The search for happiness has been the focus of most popular psychology in the United States for at least the last 50 years. Unfortunately, this has left a false impression on many people. It is often thought that if a person isn’t happy, there is something wrong with them. This is entirely false!

Healthy people experience a whole range of emotions. Yes, they are happy, but when something upsetting happens, they may experience a whole range of appropriate emotions – sadness, complete despair, disappointment, frustration, anger, and more.  

In fact, most true crime enthusiasts could probably list a whole stream of serial killers and other famously mentally ill individuals who were known for not being able to express true emotions in healthy ways.

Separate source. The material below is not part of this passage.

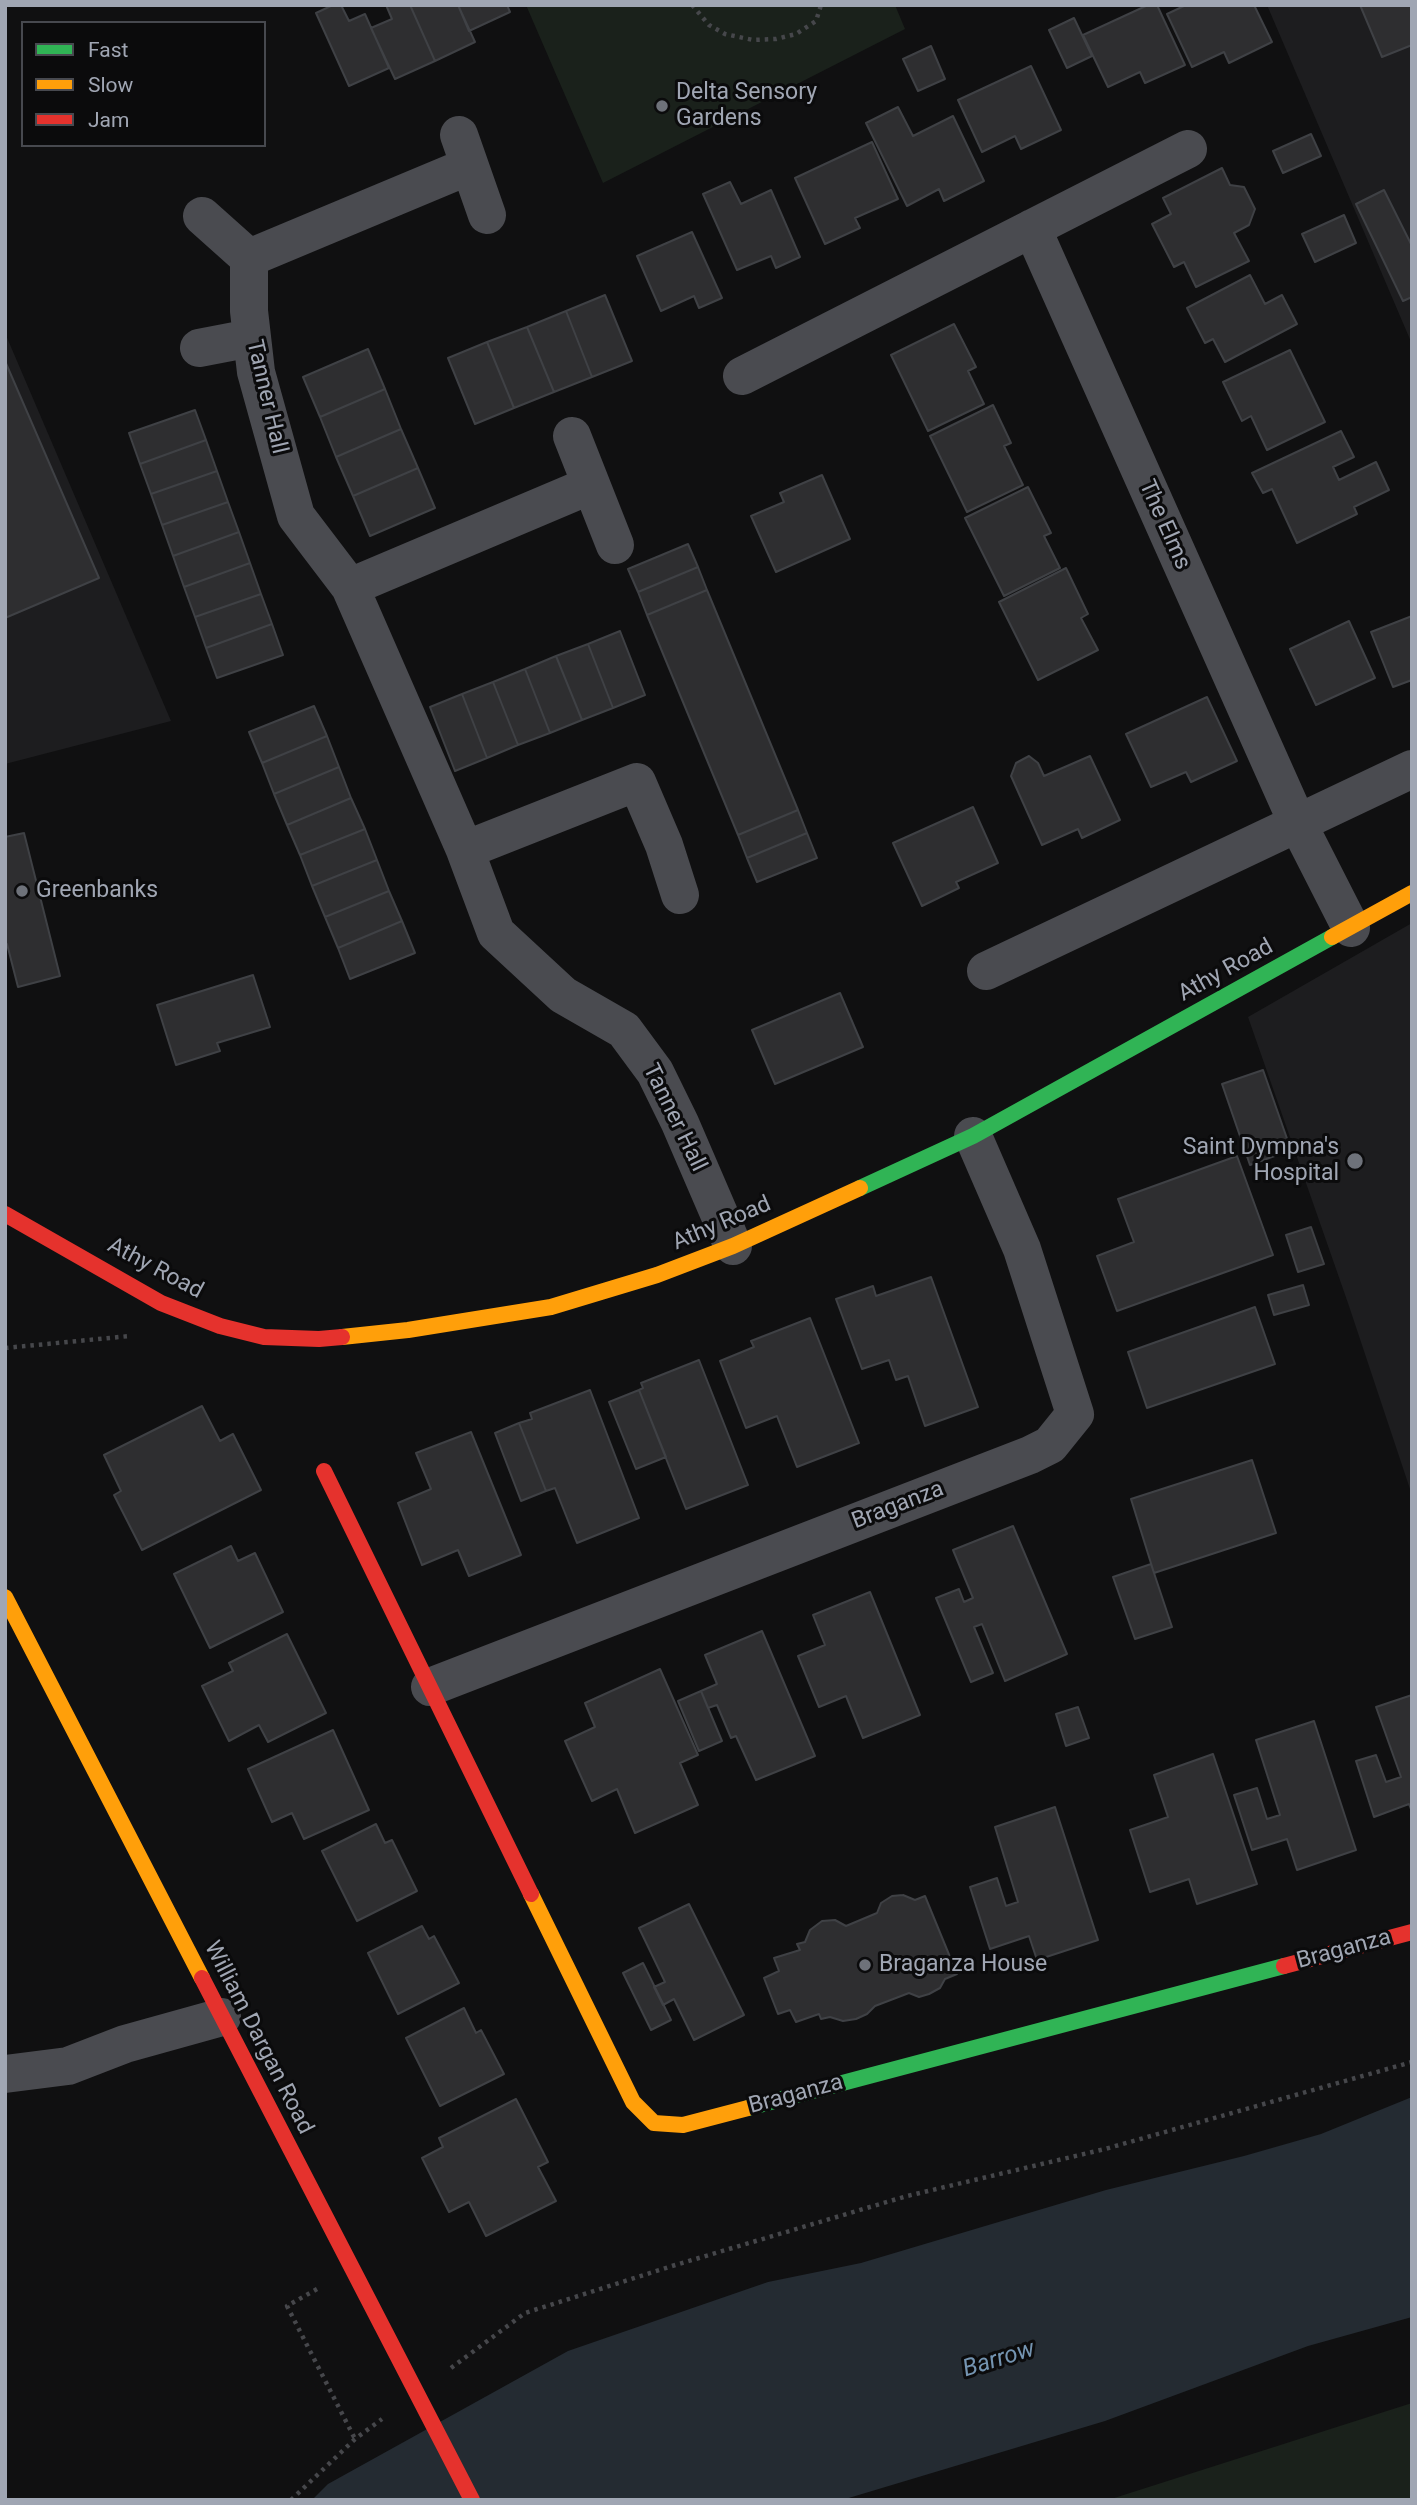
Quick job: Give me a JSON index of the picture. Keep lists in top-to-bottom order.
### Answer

So, be miserable! If something bad happens, it is good to take a moment, when the moment is right, and let yourself process the natural reaction. This isn’t an excuse to treat others badly, of course, but it is important NOT to “fake it till you make it.” Sometimes the healthy thing is to admit defeat, sadness, or the other real emotion before moving on.

The other important element to think about it degree. There are many degrees of different emotions. The world isn’t a black-and-white place. Take physical illness (outside of mental illness), for example. Someone with cancer is much sicker than someone with a cold, but they are both sick and they both feel bad. Both feelings are legitimate. Just because a person with a bad cold doesn’t have cancer doesn’t mean they don’t bad or don’t need a break. Sadness isn’t a contest any more than physical health is.

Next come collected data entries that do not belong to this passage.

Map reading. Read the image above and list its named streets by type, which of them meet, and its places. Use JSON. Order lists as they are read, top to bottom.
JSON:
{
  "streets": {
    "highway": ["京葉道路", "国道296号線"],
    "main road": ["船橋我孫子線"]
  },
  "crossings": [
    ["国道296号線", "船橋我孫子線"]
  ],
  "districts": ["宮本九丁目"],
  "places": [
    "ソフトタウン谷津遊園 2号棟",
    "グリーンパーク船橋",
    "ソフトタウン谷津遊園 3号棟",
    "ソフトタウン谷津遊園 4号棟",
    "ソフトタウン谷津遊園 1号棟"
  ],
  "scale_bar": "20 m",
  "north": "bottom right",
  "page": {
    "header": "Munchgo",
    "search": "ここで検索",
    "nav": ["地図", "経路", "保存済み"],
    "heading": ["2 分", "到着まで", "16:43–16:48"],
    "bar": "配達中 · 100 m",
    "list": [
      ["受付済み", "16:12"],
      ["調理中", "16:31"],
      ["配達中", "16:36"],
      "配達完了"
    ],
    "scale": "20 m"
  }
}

Timing is also important. There are moments that venting negative emotions (or “trauma dumping”) may not be in good taste. It doesn’t mean your emotions aren’t valid, but in the middle of a business meeting or when a friend is going through a hard time may not be the moment to unload yourself.

Remember, part of being happy and successful is being real. Allow yourself all ranges of emotions and wellbeing. You may even find your connections with people become more genuine and experiences more poignant when you allow yourself the whole range of emotions.